Have you ever turned a corner into a street that you had never been on before and had a nagging feeling that some time, perhaps in a different life, you had turned that same corner into that same street? If so, you have experienced what is known as “déjà vu.”

If, following such an experience, you have also thought that you knew what would come next — say, that a black cat was about to cross your path in a hurry — then you have experienced a false premonition, which is often associated with déjà vu.

Déjà vu and its associated phenomena have interested cognitive scientist Anne Cleary, from Colorado State University in Fort Collins, for many years.

In a previous study that Medical News Today covered, Cleary and a fellow researcher, Alexander Claxton, focused on the sense of false premonition that tends to accompany déjà vu and concluded that this likely happens because of the programming of our brains.

Humans, Cleary and Claxton explained, amass and store memories for predictive purposes — when we face a situation, we access previous similar experiences so that we can predict the likely outcomes automatically and thus make the best choices.

With a phenomenon such as déjà vu, our brains become “tricked” into thinking that they can rely on previous experience to predict what will come up next. However, this is merely a false impression.

Now, Cleary and colleagues from Colorado State University are reporting their findings regarding another phenomenon relating to déjà vu: postdiction.

False familiarity tricks the brain

When a person experiences postdiction, they are “filling in” memory gaps with newer information, but they remain under the mistaken impression that this information was already part of the original memory.

So far, it has been unclear whether déjà vu has as strong an association with postdiction as it does with false premonitions. However, in the new study paper that they published in the Psychonomic Bulletin & Review, Cleary and colleagues now report that it is and explain why this may be so.

“If this is an illusion — just a feeling — why do people so strongly believe they actually predicted what unfolded next? I wondered if there was an explanation in some sort of cognitive illusion,” says Cleary.

To find out, the researchers tasked study participants with the exploration of a virtual reality scene and then asked them whether they were experiencing déjà vu. After this, the participants returned to the virtual scene, which randomly turned to the left or right.

At this point, the researchers asked the participants whether the event had unfolded as they had expected. Finally, in another experiment, a second cohort of participants went through the same series of actions, with the additional task of rating how familiar the scene was to them both before and after the turn took place.

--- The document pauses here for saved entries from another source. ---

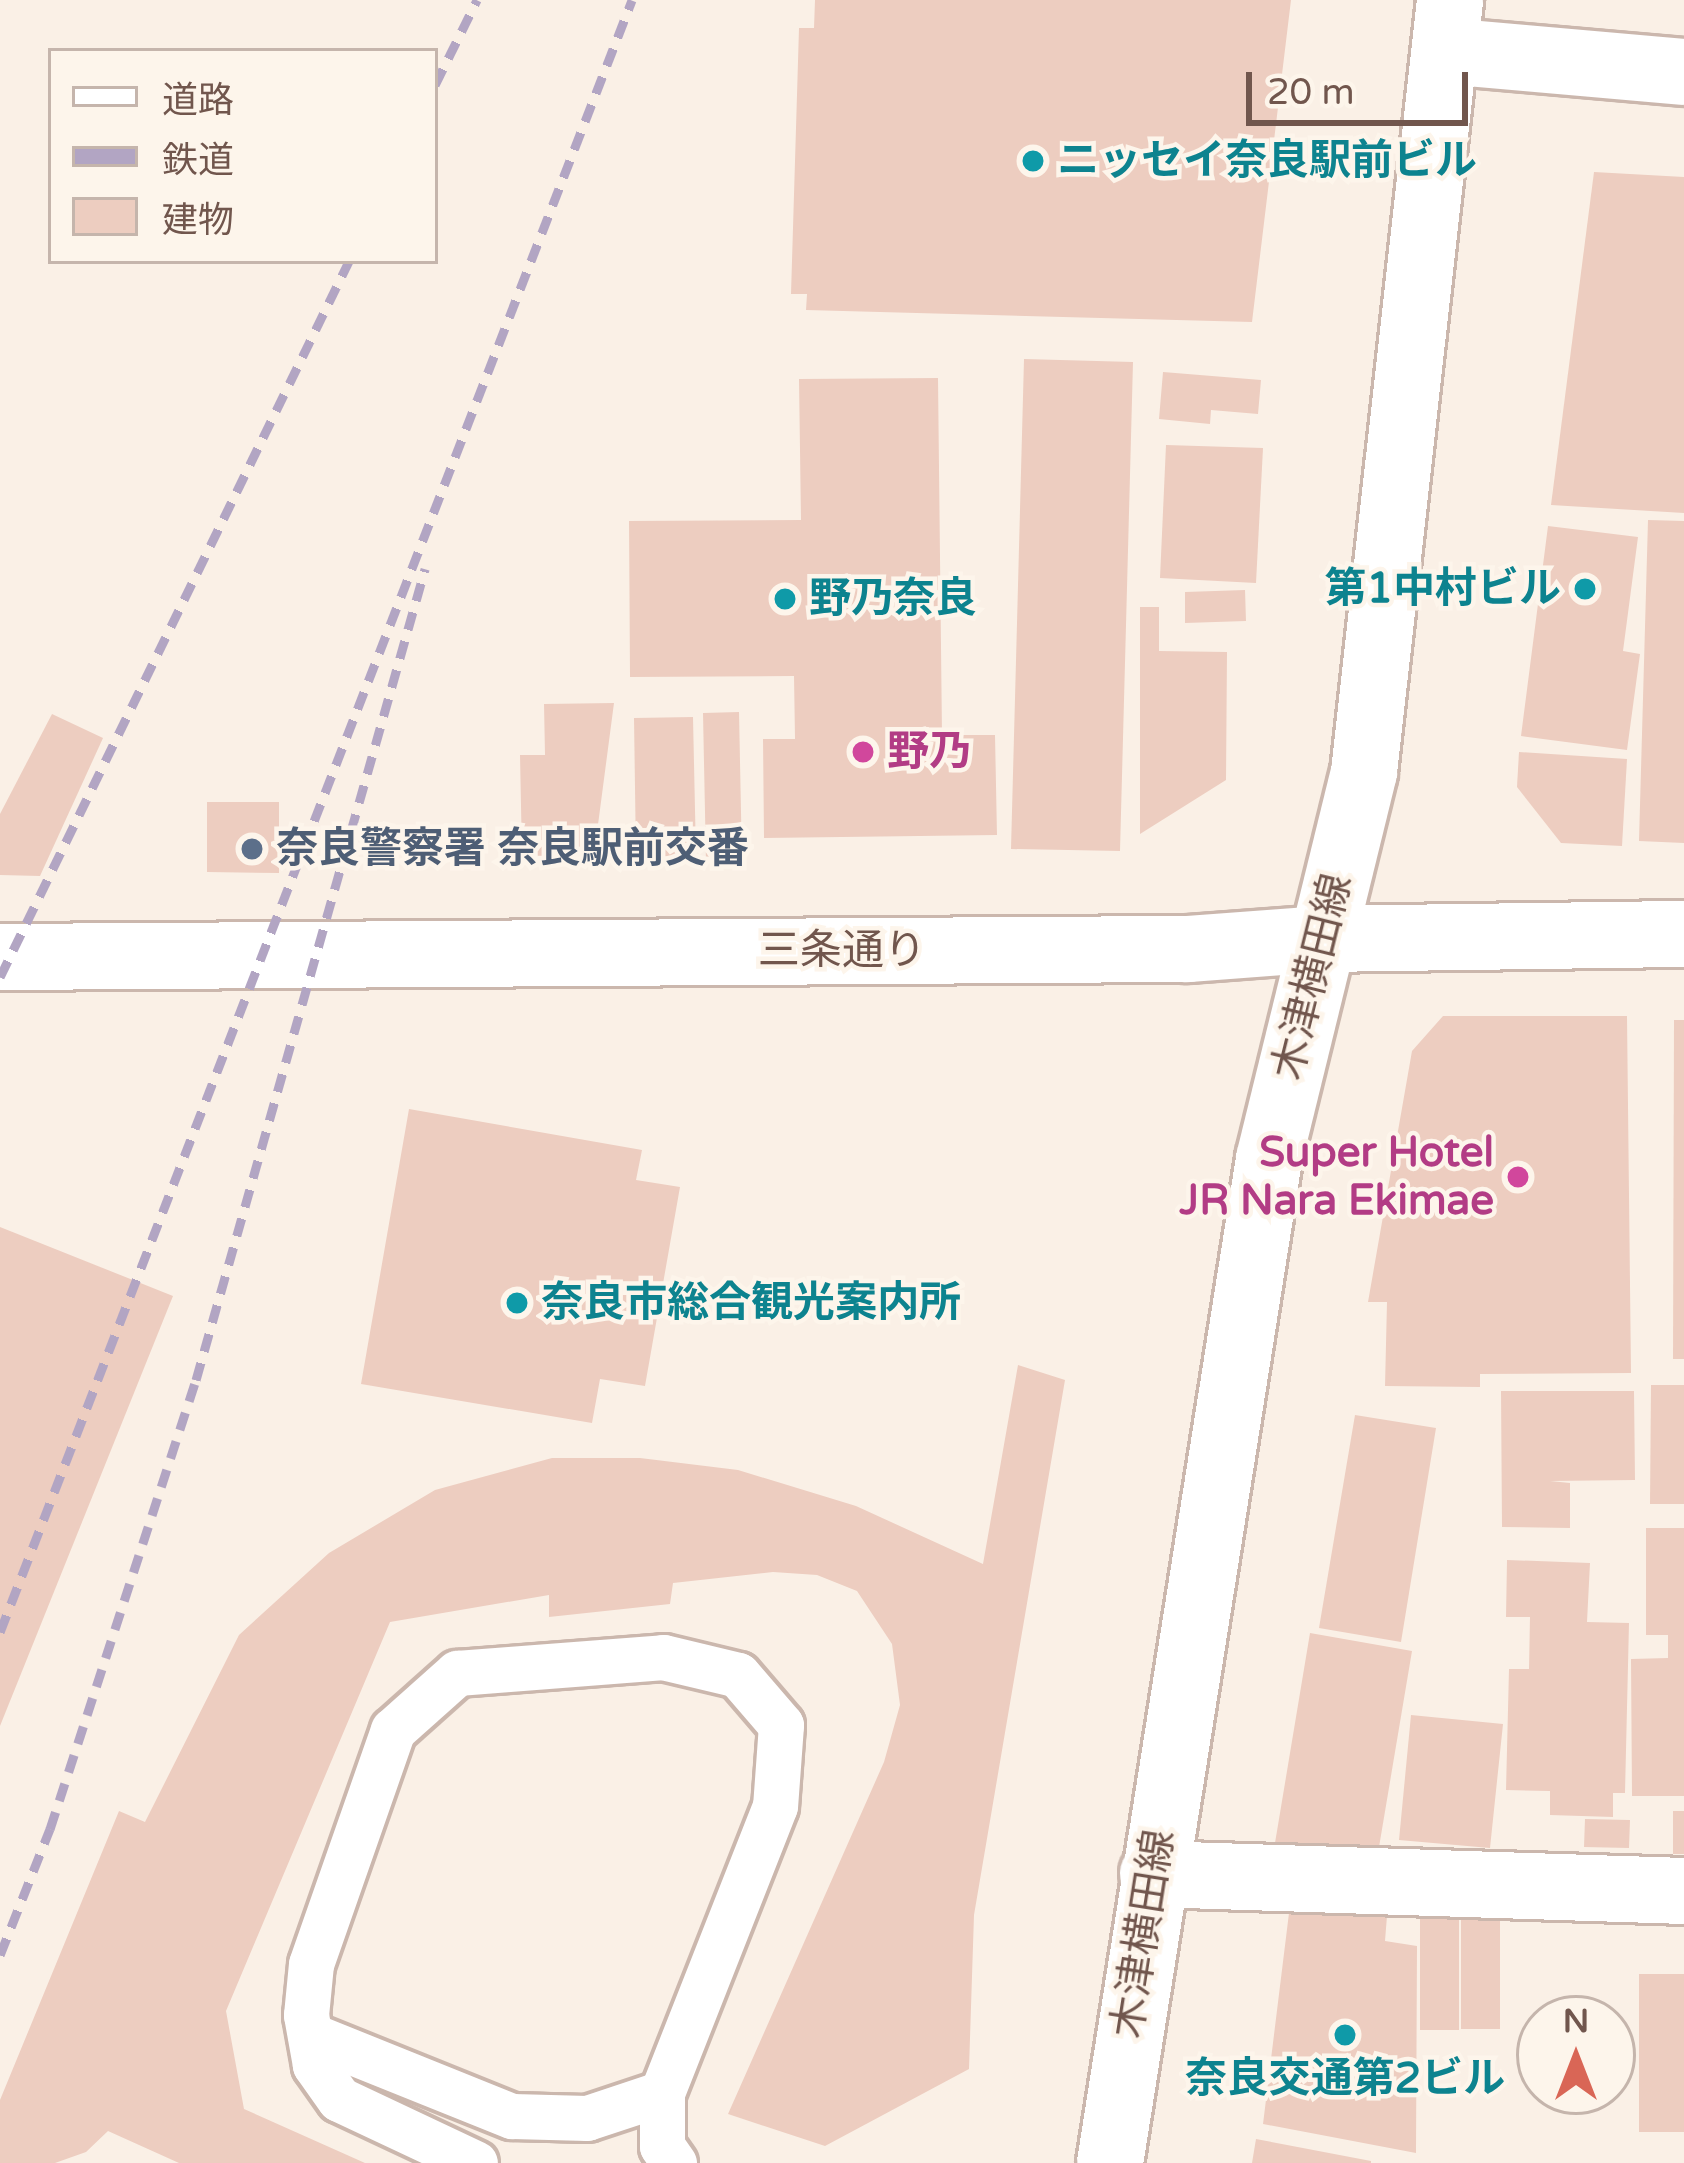 <!DOCTYPE html>
<meta charset="utf-8">
<style>
body{margin:0}
#map{position:relative;width:1684px;height:2163px;overflow:hidden;background:#faf0e6;font-family:"Varela Round","Noto Sans JP",sans-serif}
div>[style]{position:absolute}
.building>*{inset:0;background:#edcdc0}
.roads{filter:drop-shadow(3px 0 #cbb7ad) drop-shadow(-3px 0 #cbb7ad) drop-shadow(0 3px #cbb7ad) drop-shadow(0 -3px #cbb7ad)}
.service>*{height:45px;margin:-22.5px;padding:0 22.5px;transform-origin:22.5px;border-radius:22.5px;background:#fff}
.minor>*{height:66px;margin:-33px;padding:0 33px;transform-origin:33px;border-radius:33px;background:#fff}
.tertiary>*{height:66px;margin:-33px;padding:0 33px;transform-origin:33px;border-radius:33px;background:#fff}
.secondary>*{height:66px;margin:-33px;padding:0 33px;transform-origin:33px;border-radius:33px;background:#fff}
.rail>*{height:9px;margin-top:-4.5px;transform-origin:0;background:repeating-linear-gradient(90deg,#b2a5c3 0 18px,transparent 0 30px)}
.dots>*{width:33px;height:33px;translate:-50% -50%;box-sizing:border-box;border:6px solid #fdf5eb;border-radius:50%}
span{translate:-50% -50%;white-space:nowrap;text-align:center;line-height:1.15;-webkit-text-stroke:9px #fdf5eb;paint-order:stroke}
.culture-label{font-size:42px;color:#0d838f;font-weight:700}
.left{translate:0 -50%;text-align:left}
.right{translate:-100% -50%;text-align:right}
.hotel-label{font-size:42px;color:#b23c85;font-weight:700}
.service-label{font-size:42px;color:#4e5e75;font-weight:700}
.street-label{font-size:42px;color:#71564d}
.legend{position:absolute;left:48px;top:48px;width:390px;height:216px;box-sizing:border-box;background:#fdf5eb;border:3px solid #c5b5ac;margin:0;padding:15px 21px;list-style:none;font-size:36px;color:#71564d}
.legend li{display:flex;align-items:center;gap:24px;height:60px}
.legend b{width:60px;border:3px solid #c5b5ac}
.north{position:absolute;left:1516px;top:1995px;width:120px;height:120px;box-sizing:border-box;background:#fdf5eb;border:3px solid #c5b5ac;border-radius:50%;rotate:0deg;font-size:33px;font-weight:700;line-height:48px;text-align:center;color:#71564d}
.north::after{content:'';display:block;margin:auto;width:42px;height:54px;background:#d96656;clip-path:polygon(50% 0,100% 100%,50% 72%,0 100%)}
.scale{position:absolute;left:1246px;top:72px;width:222px;height:54px;box-sizing:border-box;border:6px solid #71564d;border-top:0;padding-left:15px;font-size:36px;line-height:42px;white-space:nowrap;color:#71564d;-webkit-text-stroke:9px #fdf5eb;paint-order:stroke}
</style>
<div id="map">
<div class="building">
<i style="clip-path:polygon(815px 0,1291px 0,1252px 322px,806px 310px,807px 294px,791px 294px,799px 28px,814px 28px)"></i>
<i style="clip-path:polygon(1594px 172px,1684px 177px,1684px 513px,1551px 505px)"></i>
<i style="clip-path:polygon(1024px 359px,1133px 362px,1120px 851px,1011px 849px)"></i>
<i style="clip-path:polygon(1163px 372px,1261px 380px,1258px 414px,1211px 410px,1210px 424px,1159px 419px)"></i>
<i style="clip-path:polygon(938px 378px,942px 735px,995px 735px,997px 835px,764px 838px,763px 739px,795px 739px,794px 676px,630px 677px,629px 521px,801px 520px,799px 379px)"></i>
<i style="clip-path:polygon(1166px 445px,1263px 448px,1256px 583px,1160px 578px)"></i>
<i style="clip-path:polygon(1648px 520px,1684px 521px,1684px 843px,1639px 841px)"></i>
<i style="clip-path:polygon(1548px 526px,1638px 537px,1623px 651px,1640px 654px,1627px 750px,1521px 736px)"></i>
<i style="clip-path:polygon(1245px 590px,1246px 621px,1185px 623px,1185px 592px)"></i>
<i style="clip-path:polygon(1140px 607px,1159px 607px,1159px 651px,1227px 652px,1226px 780px,1140px 834px)"></i>
<i style="clip-path:polygon(614px 703px,594px 855px,522px 856px,520px 755px,545px 755px,544px 704px)"></i>
<i style="clip-path:polygon(739px 712px,742px 861px,706px 862px,703px 713px)"></i>
<i style="clip-path:polygon(52px 714px,103px 738px,40px 876px,0 875px,0 814px)"></i>
<i style="clip-path:polygon(693px 717px,696px 856px,636px 857px,634px 718px)"></i>
<i style="clip-path:polygon(1519px 752px,1627px 759px,1622px 846px,1561px 843px,1517px 787px)"></i>
<i style="clip-path:polygon(207px 802px,279px 802px,279px 873px,207px 872px)"></i>
<i style="clip-path:polygon(1443px 1016px,1627px 1016px,1631px 1373px,1480px 1374px,1480px 1387px,1385px 1386px,1387px 1302px,1368px 1302px,1412px 1051px)"></i>
<i style="clip-path:polygon(1674px 1020px,1684px 1020px,1684px 1359px,1673px 1359px)"></i>
<i style="clip-path:polygon(409px 1109px,642px 1150px,636px 1180px,680px 1187px,645px 1386px,600px 1379px,592px 1423px,361px 1384px)"></i>
<i style="clip-path:polygon(0 1227px,173px 1296px,0 1726px)"></i>
<i style="clip-path:polygon(1018px 1365px,1065px 1380px,974px 1915px,969px 2069px,825px 2146px,728px 2114px,884px 1762px,900px 1705px,892px 1644px,857px 1591px,817px 1575px,773px 1572px,673px 1583px,670px 1604px,549px 1617px,549px 1595px,390px 1622px,226px 2011px,244px 2109px,365px 2163px,179px 2163px,108px 2131px,86px 2152px,55px 2163px,0 2163px,0 2100px,119px 1811px,145px 1822px,239px 1635px,329px 1553px,435px 1490px,552px 1458px,640px 1458px,738px 1470px,856px 1506px,983px 1564px)"></i>
<i style="clip-path:polygon(1651px 1385px,1684px 1385px,1684px 1504px,1650px 1504px)"></i>
<i style="clip-path:polygon(1501px 1391px,1634px 1391px,1635px 1480px,1550px 1481px,1570px 1483px,1570px 1528px,1502px 1527px)"></i>
<i style="clip-path:polygon(1355px 1415px,1436px 1428px,1401px 1642px,1319px 1628px)"></i>
<i style="clip-path:polygon(1646px 1528px,1684px 1528px,1684px 1796px,1632px 1796px,1631px 1659px,1668px 1658px,1668px 1635px,1646px 1635px)"></i>
<i style="clip-path:polygon(1507px 1560px,1590px 1563px,1587px 1622px,1629px 1623px,1625px 1793px,1613px 1793px,1613px 1817px,1550px 1815px,1550px 1791px,1506px 1790px,1509px 1669px,1529px 1669px,1530px 1617px,1506px 1617px)"></i>
<i style="clip-path:polygon(1310px 1633px,1412px 1651px,1377px 1859px,1275px 1843px)"></i>
<i style="clip-path:polygon(1411px 1715px,1503px 1724px,1490px 1848px,1399px 1840px)"></i>
<i style="clip-path:polygon(1673px 1811px,1684px 1811px,1684px 1854px,1673px 1854px)"></i>
<i style="clip-path:polygon(1585px 1819px,1630px 1820px,1629px 1848px,1584px 1847px)"></i>
<i style="clip-path:polygon(1289px 1913px,1387px 1916px,1385px 1941px,1417px 1946px,1416px 2153px,1263px 2124px)"></i>
<i style="clip-path:polygon(1420px 1919px,1459px 1919px,1459px 2030px,1420px 2030px)"></i>
<i style="clip-path:polygon(1461px 1919px,1500px 1919px,1500px 2029px,1461px 2029px)"></i>
<i style="clip-path:polygon(1639px 1974px,1684px 1974px,1684px 2132px,1639px 2132px)"></i>
<i style="clip-path:polygon(1256px 2139px,1371px 2161px,1371px 2163px,1252px 2163px)"></i>
</div>
<div class="roads">
<div class="service">
<i style="left:310px;top:2035px;width:218px;rotate:21.9deg"></i>
<i style="left:512px;top:2116px;width:75px;rotate:1.5deg"></i>
<i style="left:587px;top:2118px;width:79px;rotate:-18.4deg"></i>
<i style="left:475px;top:2163px;width:150px;rotate:-154.8deg"></i>
<i style="left:339px;top:2099px;width:42px;rotate:-125.2deg"></i>
<i style="left:315px;top:2065px;width:51px;rotate:-100.2deg"></i>
<i style="left:306px;top:2015px;width:51px;rotate:-84.4deg"></i>
<i style="left:311px;top:1964px;width:248px;rotate:-70.7deg"></i>
<i style="left:393px;top:1730px;width:86px;rotate:-41.7deg"></i>
<i style="left:457px;top:1673px;width:207px;rotate:-4.4deg"></i>
<i style="left:663px;top:1657px;width:77px;rotate:13.5deg"></i>
<i style="left:738px;top:1675px;width:66px;rotate:49.3deg"></i>
<i style="left:781px;top:1725px;width:81px;rotate:94.2deg"></i>
<i style="left:775px;top:1806px;width:308px;rotate:111.5deg"></i>
<i style="left:662px;top:2093px;width:53px;rotate:90deg"></i>
<i style="left:662px;top:2146px;width:21px;rotate:55deg"></i>
</div>
<div class="minor">
<i style="left:1445px;top:51px;width:240px;rotate:5deg"></i>
<i style="left:1321px;top:939px;width:363px;rotate:-0.8deg"></i>
<i style="left:1153px;top:1874px;width:531px;rotate:1.83deg"></i>
</div>
<div class="tertiary">
<i style="left:0;top:957px;width:1188px;rotate:-0.39deg"></i>
<i style="left:1188px;top:949px;width:133px;rotate:-4.3deg"></i>
</div>
<div class="secondary">
<i style="left:1110px;top:2163px;width:1017px;rotate:-81deg"></i>
<i style="left:1269px;top:1159px;width:398px;rotate:-76.2deg"></i>
<i style="left:1364px;top:772px;width:777px;rotate:-83.64deg"></i>
</div>
</div>
<div class="rail">
<i style="left:435px;top:85px;width:95px;rotate:-63.7deg"></i>
<i style="left:0;top:977px;width:797px;rotate:-64.01deg"></i>
<i style="left:0;top:1632px;width:1750px;rotate:-68.83deg"></i>
<i style="left:0;top:1955px;width:136px;rotate:-68.4deg"></i>
<i style="left:50px;top:1829px;width:472px;rotate:-72deg"></i>
<i style="left:196px;top:1380px;width:843px;rotate:-74.23deg"></i>
</div>
<div class="dots">
<i style="left:1033px;top:161px;background:#0f9aa8"></i>
<i style="left:1585px;top:589px;background:#0f9aa8"></i>
<i style="left:785px;top:599px;background:#0f9aa8"></i>
<i style="left:863px;top:752px;background:#d1479c"></i>
<i style="left:252px;top:849px;background:#5c6f8a"></i>
<i style="left:1518px;top:1177px;background:#d1479c"></i>
<i style="left:517px;top:1303px;background:#0f9aa8"></i>
<i style="left:1345px;top:2035px;background:#0f9aa8"></i>
</div>
<div class="culture-label">
<span class="left" style="left:1057px;top:161px">ニッセイ奈良駅前ビル</span>
<span class="right" style="left:1561px;top:589px">第1中村ビル</span>
<span class="left" style="left:809px;top:599px">野乃奈良</span>
<span class="left" style="left:541px;top:1303px">奈良市総合観光案内所</span>
<span style="left:1345px;top:2079px">奈良交通第2ビル</span>
</div>
<div class="hotel-label">
<span class="left" style="left:887px;top:752px">野乃</span>
<span class="right" style="left:1494px;top:1177px">Super Hotel<br>JR Nara Ekimae</span>
</div>
<div class="service-label">
<span class="left" style="left:276px;top:849px">奈良警察署 奈良駅前交番</span>
</div>
<div class="street-label">
<span style="left:842px;top:951px">三条通り</span>
<span style="left:1313px;top:977px;rotate:-76deg">木津横田線</span>
<span style="left:1144px;top:1934px;rotate:-81deg">木津横田線</span>
</div>
<ul class="legend">
<li><b style="height:15px;background:#fff"></b>道路</li>
<li><b style="height:15px;background:#b2a5c3"></b>鉄道</li>
<li><b style="height:33px;background:#edcdc0"></b>建物</li>
</ul>
<div class="north">N</div>
<div class="scale">20 m</div>
</div>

The researchers found that when participants experienced déjà vu and also reported a strong sense that they could predict what would happen next, this situation was strongly associated with the phenomenon of postdiction.

These participants were convinced, in hindsight, that they had correctly predicted the direction of the turn in the scene. However, as the turns occurred at random, the researchers explain, they would have been pretty much impossible to foresee.

Cleary and colleagues argue that this mistaken belief in the accuracy of a false prediction is likely to be due to the intense sense of familiarity that the déjà vu sensation provides.

If the entire scene feels familiar as it unfolds, that might trick our brains into thinking we got it right after all. Because it felt so familiar as you were going through it, it felt like you knew all along how it was going to go, even if that could not have been the case.”

Anne Cleary

In the future, Cleary is planning to put her findings to good use in a clinical context. She says that she will be joining forces with neuroscientists from Emory University in Atlanta, GA, to conduct a study focusing on individuals who have injuries of the medial temporal lobe of the brain.

The researcher explains that people with such injuries often experience seizures that recurring experiences of déjà vu accompany. The forthcoming study may offer a glimpse into the underlying biological mechanisms at play in this phenomenon.